Don't Let the Glitter Fool You

A few months ago, I decided to abruptly try an opportunity that was presented to me.  As soon as I was made aware of the opportunity, I IMMEDIATELY jumped on it.  I didn't consult God, I didn't pray about it, I didn't ask for guidance, I didn't even ATTEMPT to NOT pass "Go".  After I "tested the waters", I then shared with loved ones and friends, "If it's God's will, it will happen, and if not, it won't".  I (said) I felt fine either way.  Well the truth of the matter is, I WANTED this opportunity just for Pride's sake. Just to say I competed and WON against two other contenders.

Now in the midst of all of this, I am taking a mentor class on Mondays, E-Group on Tuesdays, and leading a Women's Bible study on Wednesdays.  Not to mention I have a graduating senior-which raises another plethora of responsibilities and deadlines.
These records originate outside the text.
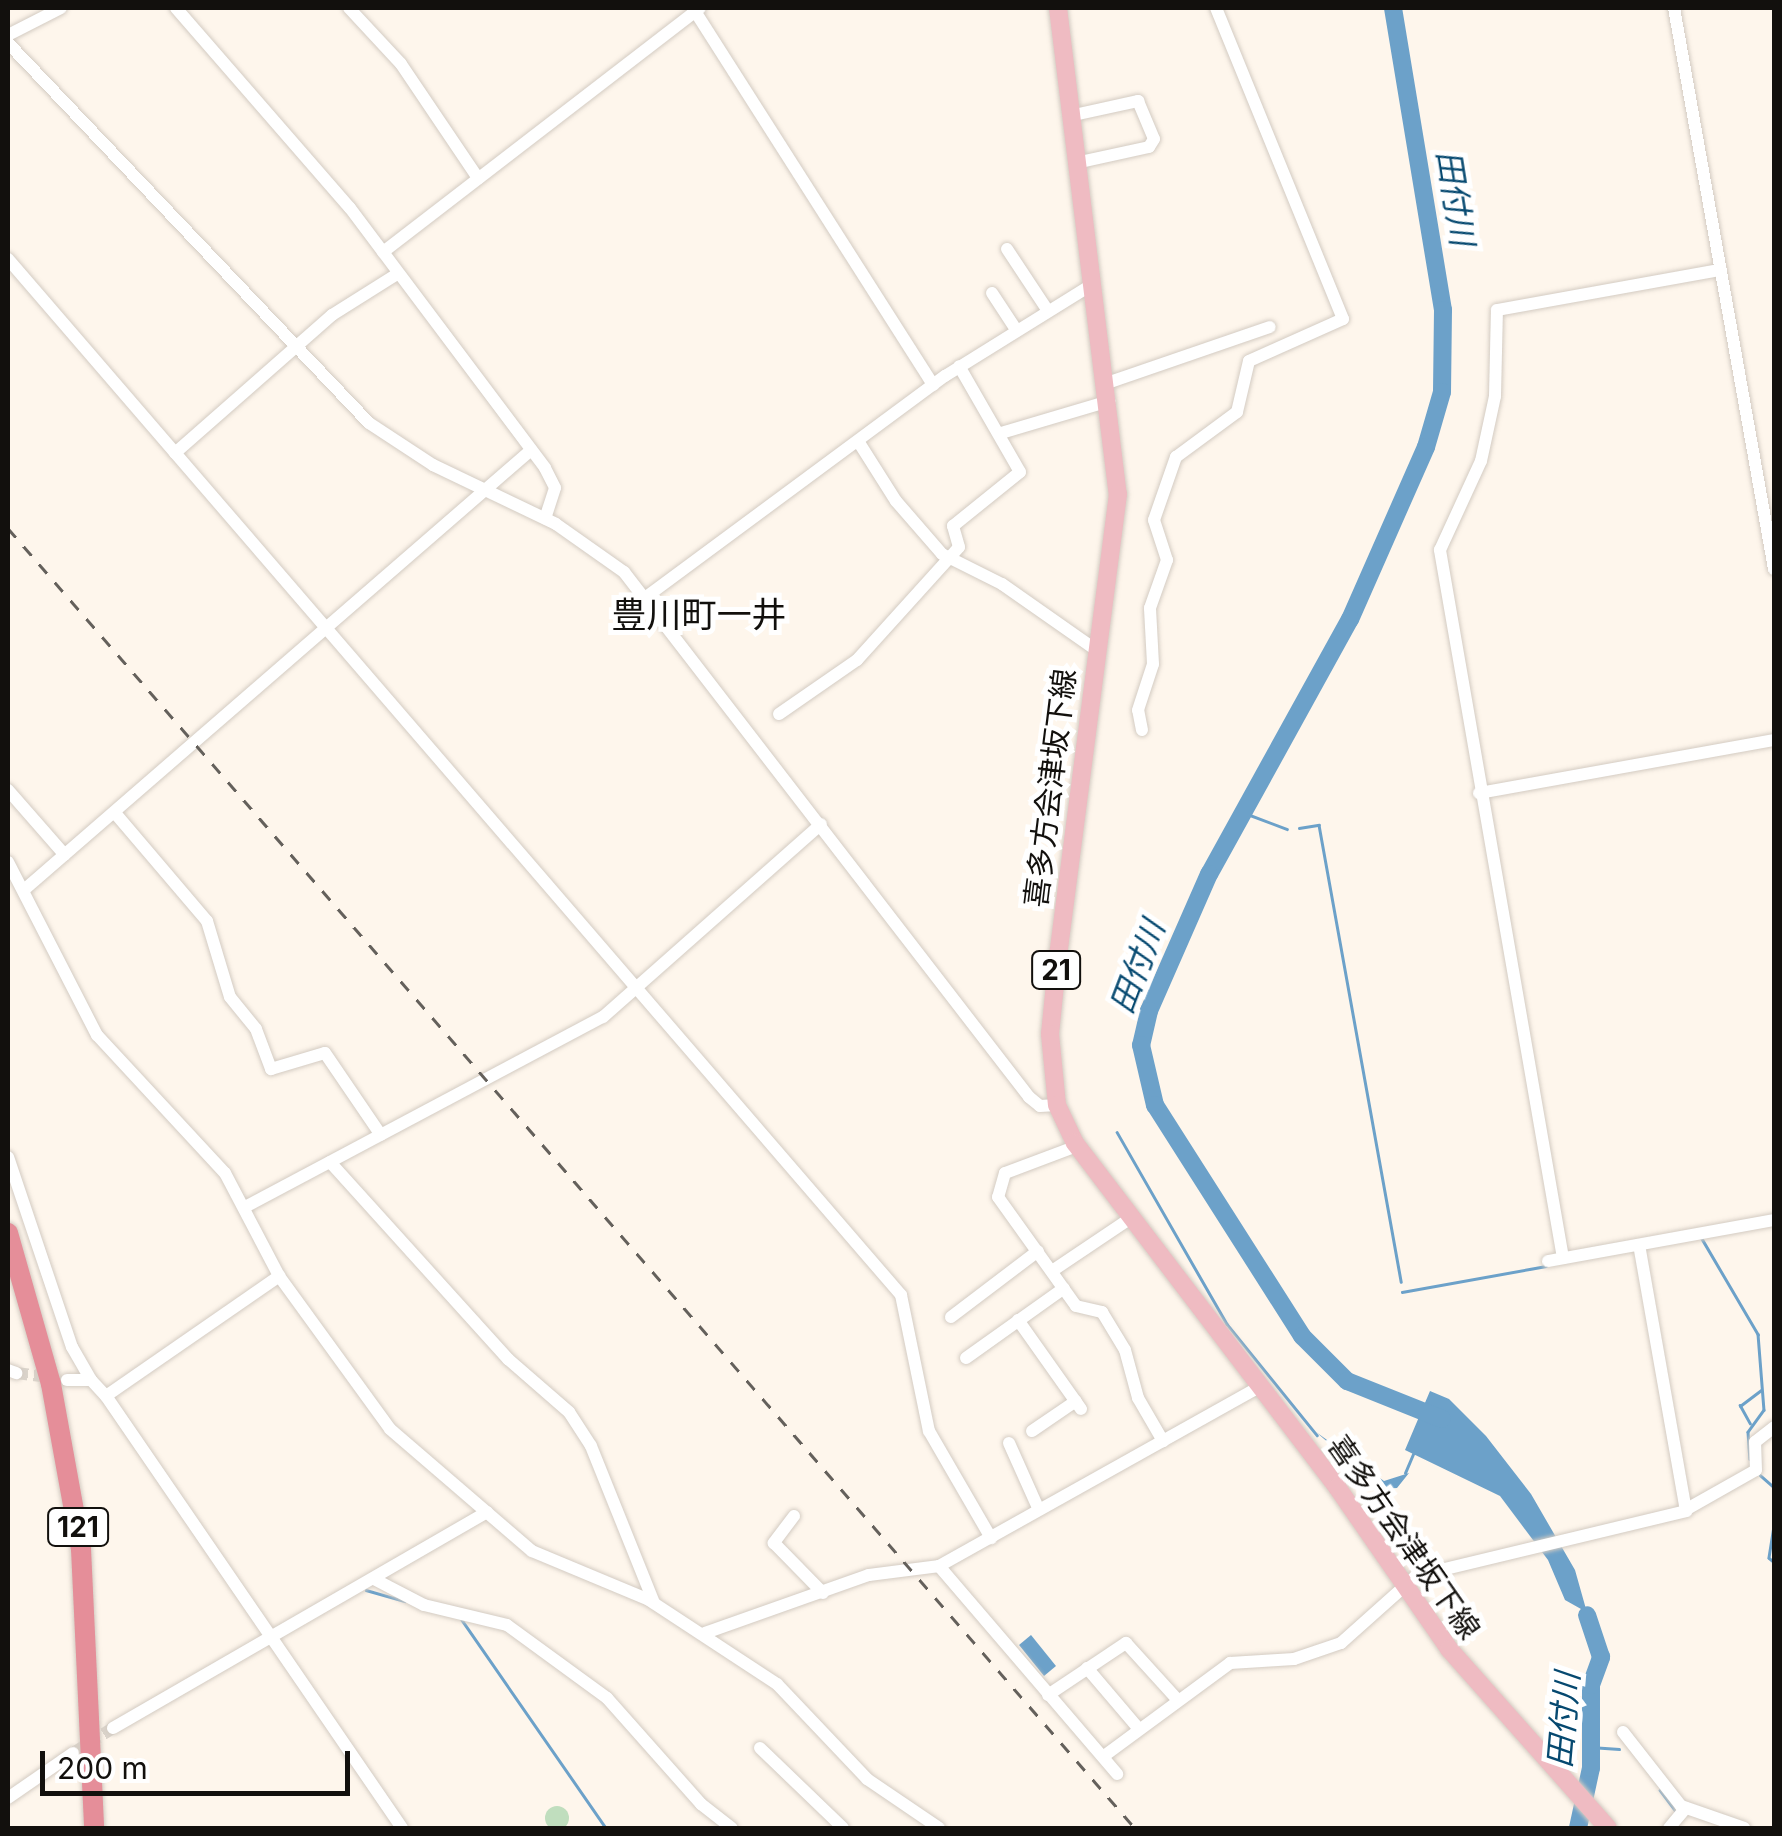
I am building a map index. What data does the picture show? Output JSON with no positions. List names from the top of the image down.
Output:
{
  "streets": {
    "highway": ["121"],
    "main road": ["喜多方会津坂下線", "21"]
  },
  "districts": ["豊川町一井"],
  "water": ["田付川"],
  "scale_bar": "200 m"
}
How was I going to fit something "new" into my already full calendar without consulting?

Well today, I received information that I would not be able to follow through with the opportunity.  I of course, immediately contacted my support team to hear all of the wonderful advice and endearments.  It felt good to hear my husband rant and rave about the situation. "You DESERVED that opportunity!"-he said, with such passion and support.  I felt good inside for all of the positive accolades I received.  However, deep down, I KNEW this was not the opportunity God called me into.  That opportunity was not MINE.

You see, everything that glitters is NOT gold.  Now, I am NOT saying that this opportunity was not for someone else or others.  I just know that it was not for me.  All of the glitter, status, reveres, and partnerships seemed so breathtaking and coveted by me.  However, I never sought my Father for what HIS will was for this opportunity.  I took the steps, I initiated everything. I forced the issue and I ran with it. I ran with a blind opportunity of fake status and recognition.  I did that all by myself.

I chuckle now.  I didn't when I first heard about the denial.  Of course not, would you? I was a little sour. No, I was A LOT sour. :-)  How DARE this opportunity present itself for another person? Don't they know who I am? Don't they know what I possess?  Again, I now chuckle. Why? Because I KNOW that what my Father has for me is for me.  Why am I trying to force a tailor made suit on a generic body?

So I say to you-Wait on what is for YOU.  Although other opportunities look appeasing and "glittery", make sure that you have consulted with God and heard HIS will for your next steps in life.  Don't let the glitter fool you.  Make sure it's Gold from God.